Thursday, February 28, 2013

Let Them Grow


Jennifer and Jason Helvenston planted a lush vegetable garden organically in their front yard in Orlando.   But in November, the city, which aspires to be the “Greenest City in America”, notified them that their harmless garden violates city code, and they have to tear it up and replace it with grass, or face fines of $500 a day.

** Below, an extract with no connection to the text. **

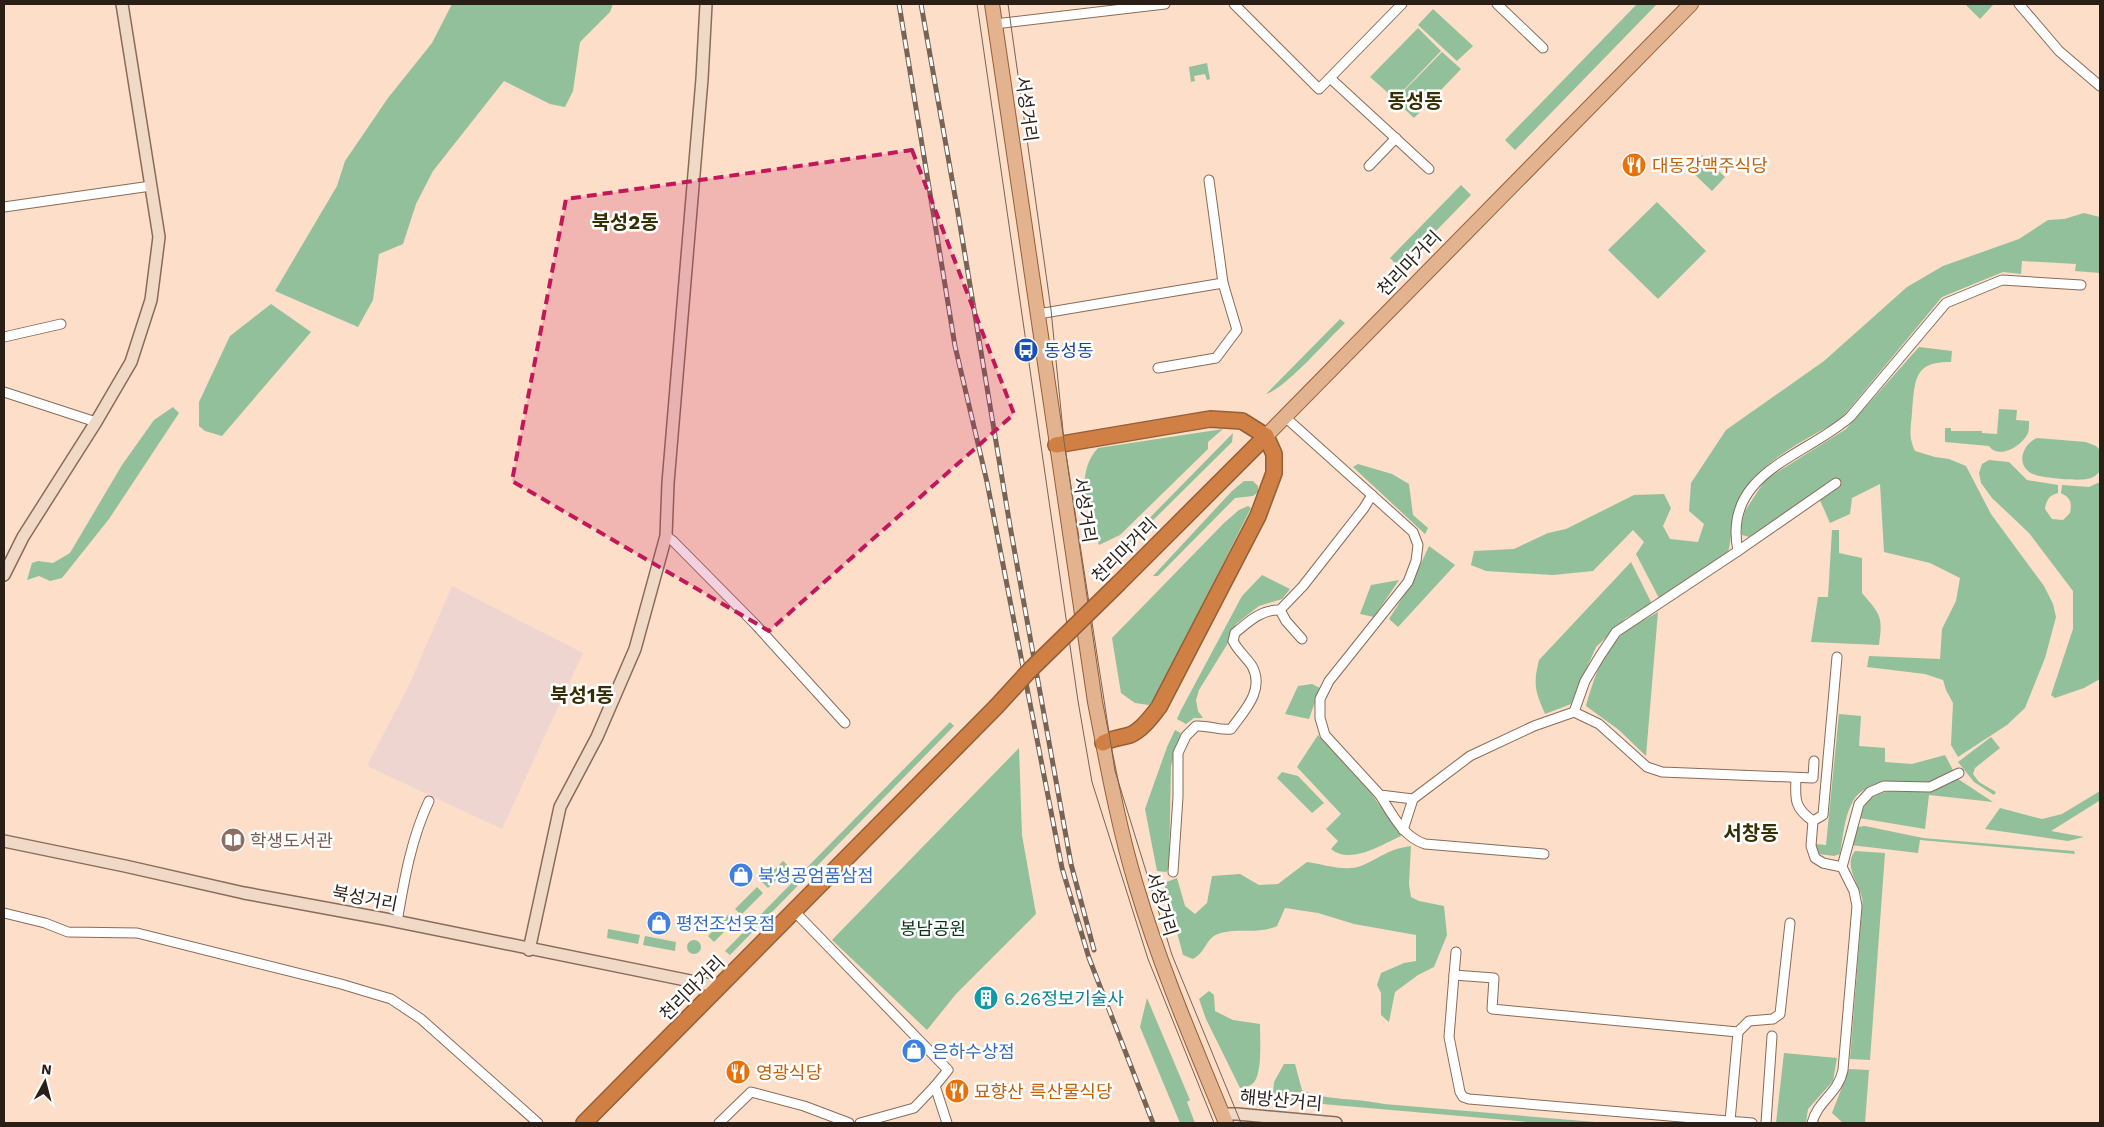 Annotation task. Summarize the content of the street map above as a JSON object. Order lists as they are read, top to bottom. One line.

On January 8th of 2013 a new City Vegetable Garden Proposal was written. Most of the garden would have to be eliminated and now the city started regulating the back and side yards as well.
 This is a summary of the restrictions of the City's Proposal.
1.  The government shouldn’t be telling gardeners what they can or can’t do with the land they own as long as there are no quantifiable impacts.
2.  The Proposal is a conviction against edible annuals while all other annuals are unrestricted.
3.  The Proposal is a clear strategy against edible gardens by pushing them under the roof line of the building or in its shadow while at the same time requiring year round success.
4.  The Proposal is an assault against the financially less fortunate that cannot afford expensive fences and raised bed structures by pushing their edible gardens even further into the shadows of the building.
5.  The Proposal is discriminating against ALL edible plants by requiring higher standards and special definitions than any other plant in the City's Landscape Code.  By discriminating against the plants that we eat, they are discriminating against gardeners.
6.  The Proposal is a discredit against sustainability.  The City's code will allow max. 60% environment crushing grass but only max. 25% edible annuals with no impacts. 
The best and fare solution for the City is the simplest.  Edible plants meet the same standards and requirements as all other plants.  An edible ground cover gets treated the same as any other ground cover, an edible annual gets treated the same as any other annual.  Each yard in the City of Orlando must be "kept and maintained" to the same levels as any other yard.  There should be no higher standards for food. 
 On February 28th there was a crucial City Counsel meeting on the proposal. I went to City Hall where there was a peaceful demonstration for the right to have a garden. Many protesters wore green as a sign of solidarity. Ryan Price was there holding a yellow pepper from his garden. He has a small garden in his front yard and luckily he has not yet been bothered. College students Jonathan, Adam and Troy were with Ryan. The college students are studying the medical benefits of plants. Jennifer Helvenston showed up with a basket full of vegetables from her garden. Protesters talked about their gardens with pride. Julie Norris was their with her daughter Maya holding a sign that said, Mommy, why can't we grow vegetables? She has a gorgeous garden on her Thornton Park property.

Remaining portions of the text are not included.